Statement of Ranking Member Richard Burr
March 7, 2012
Good morning, Chairman Murray, Chairman Miller, and Ranking Member Filner. Welcome to you, Commander DeNoyer, and to the leaders from the Veterans of Foreign Wars appearing with you at the witness table. I’d also like to welcome the members of VFW and its Auxiliaries who have joined us, particularly those who traveled here from North Carolina. Thank you all for your service and thank you for being here today.
Each year, the Veterans’ Affairs Committees are fortunate to have the opportunity to hear from VFW about how well veterans are being served by the benefits and services provided by a grateful nation. Learning from those with first-hand experiences about any shortfalls or inefficiencies helps focus our efforts, as we conduct oversight of veterans’ programs, consider legislation, and work to ensure that funding levels are appropriate.
In view of that feedback, I want to briefly highlight a few areas that I think should be among our priorities. One is the disability claims backlog. In recent years, Congress has provided funding to allow VA to hire thousands of additional claims processors and to develop new technologies. But, veterans still face large backlogs, long delays, and frequent errors when trying to access disability benefits.

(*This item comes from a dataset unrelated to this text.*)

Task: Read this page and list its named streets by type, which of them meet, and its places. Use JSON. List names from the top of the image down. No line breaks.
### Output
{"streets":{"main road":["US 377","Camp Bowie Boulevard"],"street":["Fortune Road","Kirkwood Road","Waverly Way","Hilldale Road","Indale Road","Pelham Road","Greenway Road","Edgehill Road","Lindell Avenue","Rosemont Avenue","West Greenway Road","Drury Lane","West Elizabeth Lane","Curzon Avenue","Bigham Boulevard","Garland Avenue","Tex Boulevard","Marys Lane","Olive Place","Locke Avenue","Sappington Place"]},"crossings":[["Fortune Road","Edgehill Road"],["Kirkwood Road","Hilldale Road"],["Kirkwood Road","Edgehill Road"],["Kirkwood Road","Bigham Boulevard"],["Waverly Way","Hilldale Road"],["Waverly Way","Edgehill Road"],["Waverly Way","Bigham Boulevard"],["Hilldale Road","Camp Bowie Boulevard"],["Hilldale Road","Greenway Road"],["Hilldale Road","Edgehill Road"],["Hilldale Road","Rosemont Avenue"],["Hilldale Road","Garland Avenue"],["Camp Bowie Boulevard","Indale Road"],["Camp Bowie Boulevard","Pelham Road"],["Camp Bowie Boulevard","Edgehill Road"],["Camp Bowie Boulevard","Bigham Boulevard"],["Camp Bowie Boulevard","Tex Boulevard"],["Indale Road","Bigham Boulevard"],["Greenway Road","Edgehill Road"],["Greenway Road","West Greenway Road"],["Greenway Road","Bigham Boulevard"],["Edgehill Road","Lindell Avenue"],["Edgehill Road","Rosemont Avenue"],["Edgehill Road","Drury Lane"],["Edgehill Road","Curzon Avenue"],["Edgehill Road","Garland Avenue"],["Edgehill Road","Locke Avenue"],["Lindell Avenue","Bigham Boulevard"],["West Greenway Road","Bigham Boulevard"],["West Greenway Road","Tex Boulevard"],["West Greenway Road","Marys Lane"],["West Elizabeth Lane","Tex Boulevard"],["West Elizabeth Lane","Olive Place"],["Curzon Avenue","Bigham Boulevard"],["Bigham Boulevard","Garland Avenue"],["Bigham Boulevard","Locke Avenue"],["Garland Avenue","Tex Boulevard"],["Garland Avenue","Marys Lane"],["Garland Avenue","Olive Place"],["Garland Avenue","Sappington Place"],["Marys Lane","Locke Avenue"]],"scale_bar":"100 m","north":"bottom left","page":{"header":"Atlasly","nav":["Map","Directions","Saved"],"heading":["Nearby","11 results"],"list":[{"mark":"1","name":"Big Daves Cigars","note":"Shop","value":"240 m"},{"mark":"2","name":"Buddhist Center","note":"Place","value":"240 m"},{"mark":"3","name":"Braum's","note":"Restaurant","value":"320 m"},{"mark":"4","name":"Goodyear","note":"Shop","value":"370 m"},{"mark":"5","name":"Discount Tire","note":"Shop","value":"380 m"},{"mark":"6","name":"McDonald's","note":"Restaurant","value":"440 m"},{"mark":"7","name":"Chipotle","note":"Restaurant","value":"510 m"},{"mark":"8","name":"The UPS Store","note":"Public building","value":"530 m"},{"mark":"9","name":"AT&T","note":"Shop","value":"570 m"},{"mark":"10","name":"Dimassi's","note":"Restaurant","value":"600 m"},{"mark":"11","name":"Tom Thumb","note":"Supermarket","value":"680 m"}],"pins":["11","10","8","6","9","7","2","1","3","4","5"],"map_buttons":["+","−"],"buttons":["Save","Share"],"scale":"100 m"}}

In fact, VA decided hundreds of thousands less claims than it received over the past three years and some VA regional offices are making errors in more than 25% of their decisions. So, we must ensure that VA’s plan for getting this situation under control is realistic and will actually result in veterans receiving timely, quality decisions when they seek benefits from VA.
Another area we should examine is the continued increases in staffing at the VA Central Office and at the headquarters of the Veterans Integrated Service Networks – or VISNs. I think we need to ask serious questions about whether these increases in staff are directly benefitting veterans and whether any of this funding could be put to better use. Particularly now, with pressure on budgets government-wide, VA’s resources must be focused on patient care and the delivery of benefits, not on more layers of bureaucracy.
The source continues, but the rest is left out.